People only care about what they can see They don't care about high-quality architectures. The differences are subtle, and it takes trained experts to spot these. The LilyPond essay puts this well: “Unless you are an expert, typographical errors will irk you without being obvious.” I cannot emphasise this enough. Even if they don't irk you, they will irk your readers.

High-quality architectures matter, else the implementation comes across unsurpassable dead-ends. What would the LilyPond authors have done if they'd found their design was incapable of finding that overlap for that F♭ without re-architecting their system?

Would you bother? Writing for high-quality architectures takes longer. Results happen less quickly, and look superficially similar to other, easier systems. The difference is that the quality keeps improving as implementation continues, instead of hitting against an obstacle.

Practicality and the edge case

One set of tags cannot express all possible documents. Docbook tries its hardest, though.

Obscure features get in the way. Docbook is notoriously full of weird and esoteric tags. This is not news.

Docbook is too large to be comprehensively implemented. The only implementations which can be relied upon are the official ones...

...unfortunately, the official implementations produce horrible output, both typographically and in terms of code clarity. In the case of XHTML output, it looks reasonable when rendered but underneath it's a mess. This makes writing CSS more convoluted than it need be. Better use could be made of the underlying markup language.

Incomplete implementations are unsatisfying: the edges are inevitably found by users who disregard the implementation as incomplete and therefore untrustable.

Clear status feedback of what is implemented and what is not is essential, as opposed to a “try it and see” gamble (which would need checking by eye, and therefore would not scale).
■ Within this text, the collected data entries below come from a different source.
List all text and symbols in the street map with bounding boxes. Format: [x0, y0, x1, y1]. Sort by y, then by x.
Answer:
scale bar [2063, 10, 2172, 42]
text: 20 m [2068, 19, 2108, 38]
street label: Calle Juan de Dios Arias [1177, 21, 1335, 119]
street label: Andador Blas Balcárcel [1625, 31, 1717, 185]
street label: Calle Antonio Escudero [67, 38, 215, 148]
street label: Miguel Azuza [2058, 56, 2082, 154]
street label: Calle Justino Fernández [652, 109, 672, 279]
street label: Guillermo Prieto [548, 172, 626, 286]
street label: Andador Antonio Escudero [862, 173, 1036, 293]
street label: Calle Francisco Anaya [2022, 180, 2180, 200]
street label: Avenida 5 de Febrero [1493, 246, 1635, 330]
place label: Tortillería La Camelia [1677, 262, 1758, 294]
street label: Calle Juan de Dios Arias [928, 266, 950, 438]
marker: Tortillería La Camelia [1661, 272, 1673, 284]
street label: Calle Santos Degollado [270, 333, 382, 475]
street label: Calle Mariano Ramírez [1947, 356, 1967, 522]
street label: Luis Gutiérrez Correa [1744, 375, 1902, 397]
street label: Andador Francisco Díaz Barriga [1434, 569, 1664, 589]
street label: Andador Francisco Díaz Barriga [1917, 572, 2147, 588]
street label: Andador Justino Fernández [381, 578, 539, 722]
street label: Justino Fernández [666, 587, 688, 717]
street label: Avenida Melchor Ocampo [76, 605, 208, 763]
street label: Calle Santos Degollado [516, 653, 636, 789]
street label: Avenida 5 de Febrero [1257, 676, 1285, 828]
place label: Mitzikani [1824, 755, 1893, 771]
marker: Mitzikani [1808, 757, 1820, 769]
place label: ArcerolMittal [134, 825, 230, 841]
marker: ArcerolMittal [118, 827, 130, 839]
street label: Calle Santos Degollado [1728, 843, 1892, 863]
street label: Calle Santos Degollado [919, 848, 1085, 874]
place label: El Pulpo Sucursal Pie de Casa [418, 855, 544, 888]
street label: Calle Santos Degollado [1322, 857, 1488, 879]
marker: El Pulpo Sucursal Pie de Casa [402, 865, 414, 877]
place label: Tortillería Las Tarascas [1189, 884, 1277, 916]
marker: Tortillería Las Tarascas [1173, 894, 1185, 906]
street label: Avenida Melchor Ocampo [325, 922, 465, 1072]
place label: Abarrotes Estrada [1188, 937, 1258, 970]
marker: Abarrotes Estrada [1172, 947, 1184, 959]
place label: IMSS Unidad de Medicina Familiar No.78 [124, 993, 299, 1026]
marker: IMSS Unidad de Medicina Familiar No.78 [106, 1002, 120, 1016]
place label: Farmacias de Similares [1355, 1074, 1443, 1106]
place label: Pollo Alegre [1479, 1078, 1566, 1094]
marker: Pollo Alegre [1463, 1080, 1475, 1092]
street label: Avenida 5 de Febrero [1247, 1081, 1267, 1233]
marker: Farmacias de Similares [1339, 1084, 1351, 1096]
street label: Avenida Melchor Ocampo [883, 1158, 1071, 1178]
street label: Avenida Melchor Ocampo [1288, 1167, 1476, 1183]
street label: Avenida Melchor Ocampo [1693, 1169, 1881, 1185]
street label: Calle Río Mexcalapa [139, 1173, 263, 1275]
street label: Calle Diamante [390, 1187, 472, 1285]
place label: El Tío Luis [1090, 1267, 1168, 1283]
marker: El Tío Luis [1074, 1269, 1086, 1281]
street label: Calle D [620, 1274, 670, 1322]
Which brings us back to the initial point here: a system comprehensively describing all possible types of document isn't necessarily something desirable. There's an oft-quoted passage from an aviator on this subject.

Multiple format output

Output to multiple formats (“multi-mode rendering”) is highly desirable. Providing this without duplicating a lot of work is tricky.

Different formats have different uses. I found this non-obvious. It has a significant side-effect: not all uses of a document need have all the features implemented. For example, cross-document linking need not be present for copies printed on paper.

Quality and reinvention

TeX is the only system to produce acceptable output for PDF. Everything else is a non-starter. Recent attempts such as XSL-FO ignore much of the design care which went in to TeX. I don't just mean flaws with the current implementations of XSL-FO—I mean fundamental flaws with XSL-FO itself.

Why reinvent that? Knuth did a better job than most of us could. The format is a little unreadable for complex constructs, but makes a fine back-end. Configuring it can be tricky, but the macro packages help. Generating it from XML can be tricky, too.

Keeping up

Docbook is a moving target. It gets both bigger (with new features) and smaller (with refactoring the schema). Therefore the only sensible implementation which can be used is the official one, else a lot of effort is spent keeping an implementation in sync. Furthermore, test-cases are difficult to automate for rendering documents; they are more akin to acceptance tests than unit tests.

Avoiding keeping in sync means our development can scale over time. In other words, the amount of work relative to features over time remains constant. Since we do not have many resources, avoiding this overhead is significant for us.

Authoring

Authoring of semantically-marked up documents is complex for staff, but not prohibitively so. It requires some discipline. which can be taught with training.

Semantic markup is inconvenient to produce small quick documents, such as this one. Do all documents need semantic markup? Unfortunately, if we want to avoid restricting the document to one output format, the answer is yes.